Sunday, 7 April 2019

Seems like good value to me.

From the BBC:

In their "summary for policymakers", the scientists stated that: "All pathways that limit global warming to 1.5C with limited or no overshoot project the use of [Carbon Dioxide Removal] ...over the 21st century."

Around the world, a number of companies are racing to develop the technology that can draw down carbon. Swiss company Climeworks is already capturing CO2 and using it to boost vegetable production.

Carbon Engineering says that its direct air capture (DAC) process is now able to capture the gas for under $100 a tonne.

Putting all cynicism to one side* and taking all of this at face value, let's go with it and look at motoring (we could do the same for electricity generation, but the numbers are more difficult to track down and so subject to far larger margins of error).

In round numbers...

$100 per tonne = £77 per tonne = 7.7p per kg.

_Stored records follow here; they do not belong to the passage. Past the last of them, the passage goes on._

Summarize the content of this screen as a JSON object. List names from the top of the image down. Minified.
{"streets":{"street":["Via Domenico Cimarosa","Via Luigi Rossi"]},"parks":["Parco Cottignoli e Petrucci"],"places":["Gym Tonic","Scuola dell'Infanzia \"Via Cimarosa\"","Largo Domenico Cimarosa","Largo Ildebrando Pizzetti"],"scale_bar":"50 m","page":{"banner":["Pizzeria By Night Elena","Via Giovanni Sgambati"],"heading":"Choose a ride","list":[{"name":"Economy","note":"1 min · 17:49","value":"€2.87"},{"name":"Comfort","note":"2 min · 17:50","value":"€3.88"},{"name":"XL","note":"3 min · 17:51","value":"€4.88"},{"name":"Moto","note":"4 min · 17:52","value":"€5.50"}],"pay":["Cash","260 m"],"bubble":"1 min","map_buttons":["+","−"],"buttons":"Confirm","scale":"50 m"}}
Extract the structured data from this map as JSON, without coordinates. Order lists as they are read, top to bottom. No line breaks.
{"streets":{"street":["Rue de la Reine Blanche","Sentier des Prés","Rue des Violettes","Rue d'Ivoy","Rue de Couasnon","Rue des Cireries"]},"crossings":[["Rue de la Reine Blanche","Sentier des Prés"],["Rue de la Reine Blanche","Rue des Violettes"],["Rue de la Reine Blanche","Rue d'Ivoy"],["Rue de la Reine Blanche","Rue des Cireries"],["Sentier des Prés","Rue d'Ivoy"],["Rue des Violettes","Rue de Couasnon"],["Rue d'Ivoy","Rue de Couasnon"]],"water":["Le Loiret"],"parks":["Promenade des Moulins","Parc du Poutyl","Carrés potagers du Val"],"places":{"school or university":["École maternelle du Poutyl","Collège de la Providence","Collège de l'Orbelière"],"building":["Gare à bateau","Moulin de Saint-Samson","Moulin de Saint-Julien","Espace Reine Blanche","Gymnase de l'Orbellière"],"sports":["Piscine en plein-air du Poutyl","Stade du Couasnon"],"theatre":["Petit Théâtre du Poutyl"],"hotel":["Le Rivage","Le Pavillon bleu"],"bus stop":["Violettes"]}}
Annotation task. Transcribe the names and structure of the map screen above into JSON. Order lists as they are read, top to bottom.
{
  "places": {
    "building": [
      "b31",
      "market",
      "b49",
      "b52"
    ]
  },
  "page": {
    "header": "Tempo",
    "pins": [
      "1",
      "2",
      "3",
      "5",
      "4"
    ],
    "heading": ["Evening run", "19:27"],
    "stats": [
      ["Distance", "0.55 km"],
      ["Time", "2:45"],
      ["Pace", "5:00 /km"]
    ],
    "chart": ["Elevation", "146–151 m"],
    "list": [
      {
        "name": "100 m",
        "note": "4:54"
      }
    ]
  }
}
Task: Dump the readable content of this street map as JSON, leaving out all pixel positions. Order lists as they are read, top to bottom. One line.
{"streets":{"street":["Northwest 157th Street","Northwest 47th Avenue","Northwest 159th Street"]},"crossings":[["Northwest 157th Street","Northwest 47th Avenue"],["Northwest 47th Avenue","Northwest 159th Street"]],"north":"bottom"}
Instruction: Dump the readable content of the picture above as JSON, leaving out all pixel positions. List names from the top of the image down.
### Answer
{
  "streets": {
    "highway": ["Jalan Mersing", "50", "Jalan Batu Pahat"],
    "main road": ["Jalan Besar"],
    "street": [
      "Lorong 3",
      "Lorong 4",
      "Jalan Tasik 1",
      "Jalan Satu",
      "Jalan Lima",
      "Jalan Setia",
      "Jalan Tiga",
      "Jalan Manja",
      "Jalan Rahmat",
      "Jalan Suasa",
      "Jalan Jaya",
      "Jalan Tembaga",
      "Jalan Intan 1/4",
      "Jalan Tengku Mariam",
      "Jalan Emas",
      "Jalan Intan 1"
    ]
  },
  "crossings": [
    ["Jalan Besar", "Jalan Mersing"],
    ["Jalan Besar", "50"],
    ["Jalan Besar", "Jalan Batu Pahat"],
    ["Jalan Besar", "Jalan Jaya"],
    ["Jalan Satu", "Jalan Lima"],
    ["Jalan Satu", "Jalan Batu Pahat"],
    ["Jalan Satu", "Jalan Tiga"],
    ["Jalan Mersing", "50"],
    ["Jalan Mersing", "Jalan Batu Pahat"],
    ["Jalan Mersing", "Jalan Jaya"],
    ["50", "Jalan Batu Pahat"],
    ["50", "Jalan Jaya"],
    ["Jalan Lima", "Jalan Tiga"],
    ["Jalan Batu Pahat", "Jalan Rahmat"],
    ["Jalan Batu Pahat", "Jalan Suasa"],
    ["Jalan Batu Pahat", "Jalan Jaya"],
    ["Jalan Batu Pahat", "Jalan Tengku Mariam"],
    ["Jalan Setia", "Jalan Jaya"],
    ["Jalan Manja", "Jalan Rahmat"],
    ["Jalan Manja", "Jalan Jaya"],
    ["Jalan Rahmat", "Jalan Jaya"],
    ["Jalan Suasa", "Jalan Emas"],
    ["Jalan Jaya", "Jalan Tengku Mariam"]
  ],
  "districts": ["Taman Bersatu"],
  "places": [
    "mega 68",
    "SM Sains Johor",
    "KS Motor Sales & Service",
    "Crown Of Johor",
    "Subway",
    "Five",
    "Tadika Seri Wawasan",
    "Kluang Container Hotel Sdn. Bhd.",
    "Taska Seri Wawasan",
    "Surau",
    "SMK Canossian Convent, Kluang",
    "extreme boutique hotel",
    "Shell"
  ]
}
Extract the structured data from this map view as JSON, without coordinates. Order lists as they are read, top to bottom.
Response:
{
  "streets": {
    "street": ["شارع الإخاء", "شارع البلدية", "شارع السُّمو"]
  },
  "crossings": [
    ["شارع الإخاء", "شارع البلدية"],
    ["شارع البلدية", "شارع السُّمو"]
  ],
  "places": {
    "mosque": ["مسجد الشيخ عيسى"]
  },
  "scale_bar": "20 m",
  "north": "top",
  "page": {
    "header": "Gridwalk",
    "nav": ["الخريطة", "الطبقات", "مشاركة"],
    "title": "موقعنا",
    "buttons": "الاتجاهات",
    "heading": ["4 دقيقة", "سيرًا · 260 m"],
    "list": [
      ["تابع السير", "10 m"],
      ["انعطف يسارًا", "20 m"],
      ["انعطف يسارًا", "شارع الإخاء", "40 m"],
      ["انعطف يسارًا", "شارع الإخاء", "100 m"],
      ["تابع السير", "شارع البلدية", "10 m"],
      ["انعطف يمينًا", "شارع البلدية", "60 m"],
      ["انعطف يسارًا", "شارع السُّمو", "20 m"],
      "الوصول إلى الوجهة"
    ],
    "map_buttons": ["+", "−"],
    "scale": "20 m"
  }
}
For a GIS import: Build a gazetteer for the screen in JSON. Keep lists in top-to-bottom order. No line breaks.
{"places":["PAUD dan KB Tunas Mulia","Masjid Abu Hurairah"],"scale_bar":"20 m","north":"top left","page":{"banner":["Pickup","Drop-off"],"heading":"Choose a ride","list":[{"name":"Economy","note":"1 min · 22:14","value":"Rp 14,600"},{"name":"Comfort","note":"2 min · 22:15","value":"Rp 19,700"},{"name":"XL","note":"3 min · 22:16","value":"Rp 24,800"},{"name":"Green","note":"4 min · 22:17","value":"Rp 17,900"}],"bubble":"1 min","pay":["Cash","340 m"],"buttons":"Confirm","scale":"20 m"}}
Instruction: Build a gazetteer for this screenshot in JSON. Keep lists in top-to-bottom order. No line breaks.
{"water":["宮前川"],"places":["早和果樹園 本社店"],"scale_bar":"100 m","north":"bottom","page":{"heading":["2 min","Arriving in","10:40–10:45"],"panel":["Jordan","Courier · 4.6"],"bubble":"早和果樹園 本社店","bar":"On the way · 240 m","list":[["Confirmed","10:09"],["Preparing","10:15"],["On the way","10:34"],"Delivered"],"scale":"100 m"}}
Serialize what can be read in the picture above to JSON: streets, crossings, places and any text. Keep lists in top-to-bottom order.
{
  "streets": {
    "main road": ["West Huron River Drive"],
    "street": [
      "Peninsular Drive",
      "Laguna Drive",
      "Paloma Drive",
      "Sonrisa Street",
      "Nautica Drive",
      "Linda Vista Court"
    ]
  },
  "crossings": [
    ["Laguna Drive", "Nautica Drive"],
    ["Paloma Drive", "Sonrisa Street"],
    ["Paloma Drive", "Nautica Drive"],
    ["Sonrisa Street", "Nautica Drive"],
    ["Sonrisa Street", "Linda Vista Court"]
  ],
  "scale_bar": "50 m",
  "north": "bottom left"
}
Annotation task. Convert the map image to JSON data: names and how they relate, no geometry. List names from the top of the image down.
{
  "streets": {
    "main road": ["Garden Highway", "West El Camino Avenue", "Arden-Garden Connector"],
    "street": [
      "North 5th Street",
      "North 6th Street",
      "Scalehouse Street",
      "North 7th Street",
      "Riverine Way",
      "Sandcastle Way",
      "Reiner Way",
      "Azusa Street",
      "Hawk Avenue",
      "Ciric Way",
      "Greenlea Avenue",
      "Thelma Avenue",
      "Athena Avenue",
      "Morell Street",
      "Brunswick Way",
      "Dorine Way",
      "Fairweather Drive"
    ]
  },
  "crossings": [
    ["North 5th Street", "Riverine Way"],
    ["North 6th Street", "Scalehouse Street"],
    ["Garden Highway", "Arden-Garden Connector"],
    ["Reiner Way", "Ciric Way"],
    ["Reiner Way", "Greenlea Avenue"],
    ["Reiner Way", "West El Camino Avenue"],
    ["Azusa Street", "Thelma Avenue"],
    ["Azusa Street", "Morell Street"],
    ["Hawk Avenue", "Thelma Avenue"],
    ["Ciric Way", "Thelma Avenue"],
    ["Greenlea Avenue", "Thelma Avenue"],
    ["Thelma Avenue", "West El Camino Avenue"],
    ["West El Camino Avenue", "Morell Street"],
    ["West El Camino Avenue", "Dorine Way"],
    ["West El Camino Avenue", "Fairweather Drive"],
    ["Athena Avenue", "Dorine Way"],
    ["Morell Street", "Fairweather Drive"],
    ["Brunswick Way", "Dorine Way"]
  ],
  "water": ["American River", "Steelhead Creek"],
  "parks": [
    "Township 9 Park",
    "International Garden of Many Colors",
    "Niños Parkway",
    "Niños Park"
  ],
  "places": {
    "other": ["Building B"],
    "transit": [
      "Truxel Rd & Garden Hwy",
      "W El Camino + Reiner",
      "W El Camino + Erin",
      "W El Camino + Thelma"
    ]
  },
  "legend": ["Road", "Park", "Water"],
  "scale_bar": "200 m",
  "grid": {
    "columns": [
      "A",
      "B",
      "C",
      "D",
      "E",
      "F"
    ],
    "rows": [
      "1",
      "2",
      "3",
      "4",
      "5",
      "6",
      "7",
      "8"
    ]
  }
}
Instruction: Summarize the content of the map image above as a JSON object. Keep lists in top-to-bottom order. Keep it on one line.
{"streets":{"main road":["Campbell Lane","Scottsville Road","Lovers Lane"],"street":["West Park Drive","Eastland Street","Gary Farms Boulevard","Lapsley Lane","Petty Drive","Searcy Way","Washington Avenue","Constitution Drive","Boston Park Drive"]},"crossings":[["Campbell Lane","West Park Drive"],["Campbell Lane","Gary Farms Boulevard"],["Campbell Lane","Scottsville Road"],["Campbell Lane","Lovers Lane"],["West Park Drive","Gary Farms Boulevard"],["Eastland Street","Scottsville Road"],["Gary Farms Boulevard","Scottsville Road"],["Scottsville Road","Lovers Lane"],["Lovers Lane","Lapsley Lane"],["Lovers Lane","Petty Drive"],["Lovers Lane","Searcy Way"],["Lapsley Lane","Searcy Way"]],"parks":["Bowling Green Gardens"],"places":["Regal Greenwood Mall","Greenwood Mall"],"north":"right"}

One litre of petrol or diesel = about 2.5 kg of CO2.

2.5 kg x 7.7p/kg = 20p.

Pump price per litre = £1.20, of which about £0.80 is VAT and Fuel Duty.

Taxes on fuel are an excellent kind of tax, don't get me wrong, but only about one-quarter of taxes on motoring (in the wider sense) are spent on the direct costs of motoring (roads, traffic police, emergency services etc) and three-quarters is 'social surplus' which rightfully belongs to the whole community to spend as it will.

If the whole community decides that one-third of the social surplus should be spent on 'fighting climate change', then we're all sorted. If they would rather spend it on something else, that's their decision and not the motorists' problem.

* I don't believe a word of any of it, but I like quoting people's numbers back at them.